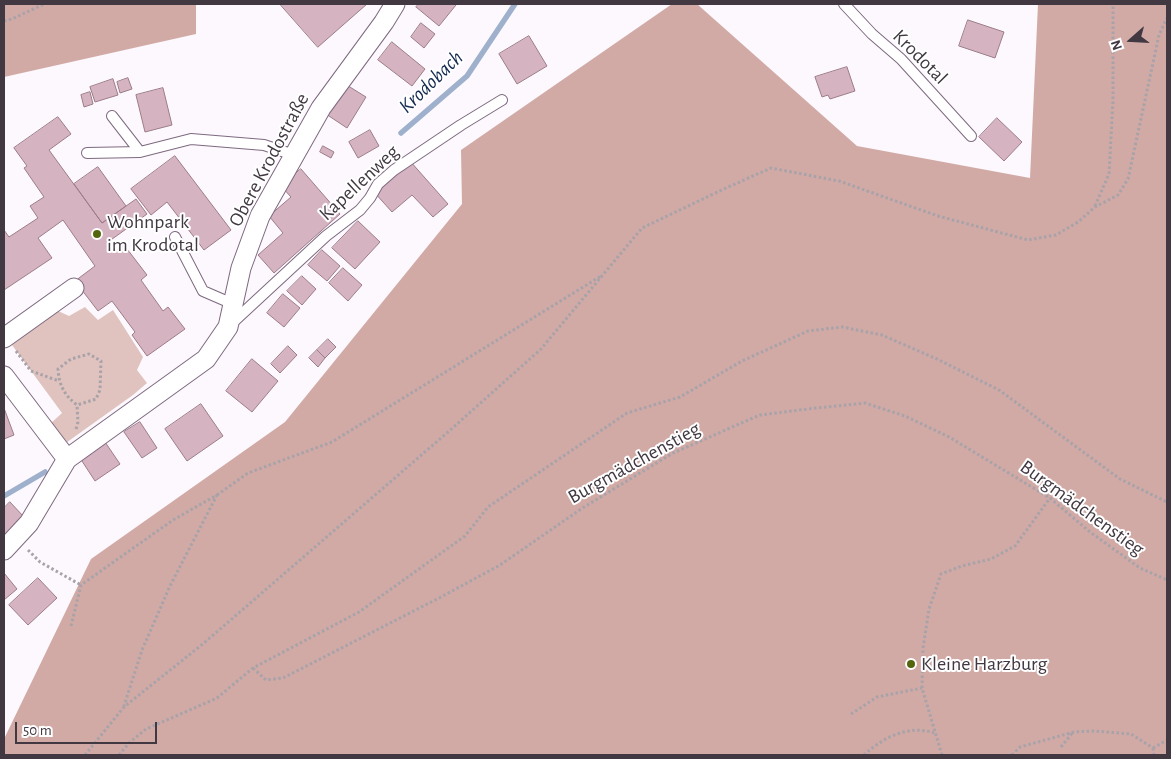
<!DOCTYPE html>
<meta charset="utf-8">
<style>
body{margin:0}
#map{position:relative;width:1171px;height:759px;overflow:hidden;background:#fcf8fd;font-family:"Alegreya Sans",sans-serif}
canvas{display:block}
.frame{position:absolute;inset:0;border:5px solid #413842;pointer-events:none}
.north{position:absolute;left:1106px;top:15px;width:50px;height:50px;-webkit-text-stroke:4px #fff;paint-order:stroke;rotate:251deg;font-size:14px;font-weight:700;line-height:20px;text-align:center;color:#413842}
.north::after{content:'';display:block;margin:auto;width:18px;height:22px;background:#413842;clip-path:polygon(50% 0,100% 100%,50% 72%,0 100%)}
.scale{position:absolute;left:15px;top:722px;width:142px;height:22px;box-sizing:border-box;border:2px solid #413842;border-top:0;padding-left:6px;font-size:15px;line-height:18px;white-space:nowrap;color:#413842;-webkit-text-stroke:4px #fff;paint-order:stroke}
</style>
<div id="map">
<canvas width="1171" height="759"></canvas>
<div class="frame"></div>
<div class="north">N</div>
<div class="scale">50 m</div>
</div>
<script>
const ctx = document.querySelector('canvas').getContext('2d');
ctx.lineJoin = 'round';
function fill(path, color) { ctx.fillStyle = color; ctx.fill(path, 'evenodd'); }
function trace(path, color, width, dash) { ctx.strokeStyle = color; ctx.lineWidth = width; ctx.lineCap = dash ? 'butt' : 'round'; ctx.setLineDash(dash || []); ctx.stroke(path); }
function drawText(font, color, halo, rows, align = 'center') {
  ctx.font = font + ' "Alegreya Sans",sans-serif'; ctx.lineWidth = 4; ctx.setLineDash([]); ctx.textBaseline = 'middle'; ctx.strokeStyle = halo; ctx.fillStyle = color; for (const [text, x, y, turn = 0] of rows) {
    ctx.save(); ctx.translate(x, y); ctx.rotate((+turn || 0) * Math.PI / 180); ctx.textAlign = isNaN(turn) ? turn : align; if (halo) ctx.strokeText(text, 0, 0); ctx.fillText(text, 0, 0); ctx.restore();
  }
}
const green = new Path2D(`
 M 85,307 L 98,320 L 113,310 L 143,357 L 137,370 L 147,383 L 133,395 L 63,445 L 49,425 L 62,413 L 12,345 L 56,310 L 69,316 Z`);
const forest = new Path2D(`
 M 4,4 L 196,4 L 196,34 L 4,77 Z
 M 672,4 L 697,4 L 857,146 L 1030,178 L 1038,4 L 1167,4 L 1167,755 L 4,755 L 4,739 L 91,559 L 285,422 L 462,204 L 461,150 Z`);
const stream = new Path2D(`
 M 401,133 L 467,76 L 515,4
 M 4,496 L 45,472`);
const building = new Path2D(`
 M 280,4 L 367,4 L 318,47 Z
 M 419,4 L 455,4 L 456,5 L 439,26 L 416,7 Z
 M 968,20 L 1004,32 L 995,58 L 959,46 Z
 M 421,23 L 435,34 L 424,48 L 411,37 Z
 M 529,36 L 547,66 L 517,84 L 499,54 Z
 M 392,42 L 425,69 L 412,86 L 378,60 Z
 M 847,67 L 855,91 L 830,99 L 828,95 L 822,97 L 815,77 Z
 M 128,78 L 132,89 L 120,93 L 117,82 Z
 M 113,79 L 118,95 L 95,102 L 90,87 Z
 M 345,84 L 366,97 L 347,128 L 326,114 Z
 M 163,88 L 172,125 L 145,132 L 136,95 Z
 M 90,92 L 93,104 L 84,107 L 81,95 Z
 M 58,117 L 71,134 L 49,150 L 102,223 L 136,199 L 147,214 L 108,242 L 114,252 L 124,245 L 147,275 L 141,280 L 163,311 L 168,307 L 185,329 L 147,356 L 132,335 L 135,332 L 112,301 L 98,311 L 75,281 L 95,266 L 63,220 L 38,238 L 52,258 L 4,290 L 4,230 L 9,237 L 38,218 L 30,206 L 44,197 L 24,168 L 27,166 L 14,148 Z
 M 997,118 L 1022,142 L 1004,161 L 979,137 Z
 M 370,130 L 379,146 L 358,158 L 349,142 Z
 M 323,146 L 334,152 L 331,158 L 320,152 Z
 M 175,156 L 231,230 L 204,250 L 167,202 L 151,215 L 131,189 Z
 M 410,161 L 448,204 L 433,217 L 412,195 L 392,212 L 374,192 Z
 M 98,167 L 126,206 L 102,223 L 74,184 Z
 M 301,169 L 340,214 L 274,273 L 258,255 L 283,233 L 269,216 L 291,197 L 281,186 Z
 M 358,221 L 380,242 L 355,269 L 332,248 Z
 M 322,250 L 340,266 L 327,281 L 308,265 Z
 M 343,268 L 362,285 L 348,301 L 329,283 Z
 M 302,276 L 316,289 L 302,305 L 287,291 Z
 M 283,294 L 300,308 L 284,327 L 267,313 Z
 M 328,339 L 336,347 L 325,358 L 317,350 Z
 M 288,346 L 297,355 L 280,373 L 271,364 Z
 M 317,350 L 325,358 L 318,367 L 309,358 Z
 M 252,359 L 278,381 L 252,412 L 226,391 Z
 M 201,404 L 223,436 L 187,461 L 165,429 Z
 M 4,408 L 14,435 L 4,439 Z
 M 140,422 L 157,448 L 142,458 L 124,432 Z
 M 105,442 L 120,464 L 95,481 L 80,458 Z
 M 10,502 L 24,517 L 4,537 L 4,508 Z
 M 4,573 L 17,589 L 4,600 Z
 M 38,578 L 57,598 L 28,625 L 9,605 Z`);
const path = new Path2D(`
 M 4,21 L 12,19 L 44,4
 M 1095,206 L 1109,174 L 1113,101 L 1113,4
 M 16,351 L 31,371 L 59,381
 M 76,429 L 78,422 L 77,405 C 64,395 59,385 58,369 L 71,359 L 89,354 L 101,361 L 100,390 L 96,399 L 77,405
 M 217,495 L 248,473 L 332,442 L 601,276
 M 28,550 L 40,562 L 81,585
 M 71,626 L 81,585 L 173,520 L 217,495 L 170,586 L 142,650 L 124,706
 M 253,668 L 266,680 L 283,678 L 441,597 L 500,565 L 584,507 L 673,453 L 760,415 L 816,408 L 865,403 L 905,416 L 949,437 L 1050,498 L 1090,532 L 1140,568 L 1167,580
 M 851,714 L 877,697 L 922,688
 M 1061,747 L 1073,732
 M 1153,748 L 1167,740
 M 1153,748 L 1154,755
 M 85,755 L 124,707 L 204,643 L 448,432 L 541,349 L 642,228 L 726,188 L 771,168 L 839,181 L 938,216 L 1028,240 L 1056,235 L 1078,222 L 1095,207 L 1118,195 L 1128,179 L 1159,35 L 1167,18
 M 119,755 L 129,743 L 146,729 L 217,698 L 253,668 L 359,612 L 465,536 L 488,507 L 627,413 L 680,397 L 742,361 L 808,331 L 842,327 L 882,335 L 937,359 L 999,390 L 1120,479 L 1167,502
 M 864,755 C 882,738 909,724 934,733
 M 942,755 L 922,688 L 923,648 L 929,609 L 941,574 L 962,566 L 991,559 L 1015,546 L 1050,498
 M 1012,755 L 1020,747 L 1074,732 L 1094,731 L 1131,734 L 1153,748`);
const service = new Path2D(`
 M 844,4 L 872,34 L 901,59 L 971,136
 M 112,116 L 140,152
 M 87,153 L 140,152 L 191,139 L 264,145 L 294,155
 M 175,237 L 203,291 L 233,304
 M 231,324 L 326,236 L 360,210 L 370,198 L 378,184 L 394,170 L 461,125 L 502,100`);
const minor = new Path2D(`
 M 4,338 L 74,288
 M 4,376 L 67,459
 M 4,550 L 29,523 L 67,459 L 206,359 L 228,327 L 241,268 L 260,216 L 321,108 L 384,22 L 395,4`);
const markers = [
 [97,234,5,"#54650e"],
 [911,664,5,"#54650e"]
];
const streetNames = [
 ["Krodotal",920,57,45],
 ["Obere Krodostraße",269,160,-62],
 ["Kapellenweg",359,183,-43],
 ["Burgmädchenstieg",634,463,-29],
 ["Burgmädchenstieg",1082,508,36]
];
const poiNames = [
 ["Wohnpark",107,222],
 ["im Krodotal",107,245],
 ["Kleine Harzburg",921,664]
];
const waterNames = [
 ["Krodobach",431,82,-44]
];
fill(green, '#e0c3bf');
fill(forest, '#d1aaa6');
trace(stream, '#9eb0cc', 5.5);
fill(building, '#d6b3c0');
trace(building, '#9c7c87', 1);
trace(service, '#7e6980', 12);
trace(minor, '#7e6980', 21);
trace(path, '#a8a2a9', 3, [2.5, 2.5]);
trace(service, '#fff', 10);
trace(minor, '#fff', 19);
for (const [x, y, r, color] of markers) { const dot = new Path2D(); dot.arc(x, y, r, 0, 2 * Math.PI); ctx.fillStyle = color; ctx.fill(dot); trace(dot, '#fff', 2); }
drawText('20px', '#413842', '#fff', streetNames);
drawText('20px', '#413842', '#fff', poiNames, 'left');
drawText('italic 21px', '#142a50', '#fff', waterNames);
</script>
________
Where pictures appear, drop them, and reproduce exactly only the lines running from the beginning of the data to the line that contains "ctx.font = font", inclusive.

<!DOCTYPE html>
<meta charset="utf-8">
<style>
body{margin:0}
#map{position:relative;width:1171px;height:759px;overflow:hidden;background:#fcf8fd;font-family:"Alegreya Sans",sans-serif}
canvas{display:block}
.frame{position:absolute;inset:0;border:5px solid #413842;pointer-events:none}
.north{position:absolute;left:1106px;top:15px;width:50px;height:50px;-webkit-text-stroke:4px #fff;paint-order:stroke;rotate:251deg;font-size:14px;font-weight:700;line-height:20px;text-align:center;color:#413842}
.north::after{content:'';display:block;margin:auto;width:18px;height:22px;background:#413842;clip-path:polygon(50% 0,100% 100%,50% 72%,0 100%)}
.scale{position:absolute;left:15px;top:722px;width:142px;height:22px;box-sizing:border-box;border:2px solid #413842;border-top:0;padding-left:6px;font-size:15px;line-height:18px;white-space:nowrap;color:#413842;-webkit-text-stroke:4px #fff;paint-order:stroke}
</style>
<div id="map">
<canvas width="1171" height="759"></canvas>
<div class="frame"></div>
<div class="north">N</div>
<div class="scale">50 m</div>
</div>
<script>
const ctx = document.querySelector('canvas').getContext('2d');
ctx.lineJoin = 'round';
function fill(path, color) { ctx.fillStyle = color; ctx.fill(path, 'evenodd'); }
function trace(path, color, width, dash) { ctx.strokeStyle = color; ctx.lineWidth = width; ctx.lineCap = dash ? 'butt' : 'round'; ctx.setLineDash(dash || []); ctx.stroke(path); }
function drawText(font, color, halo, rows, align = 'center') {
  ctx.font = font + ' "Alegreya Sans",sans-serif'; ctx.lineWidth = 4; ctx.setLineDash([]); ctx.textBaseline = 'middle'; ctx.strokeStyle = halo; ctx.fillStyle = color; for (const [text, x, y, turn = 0] of rows) {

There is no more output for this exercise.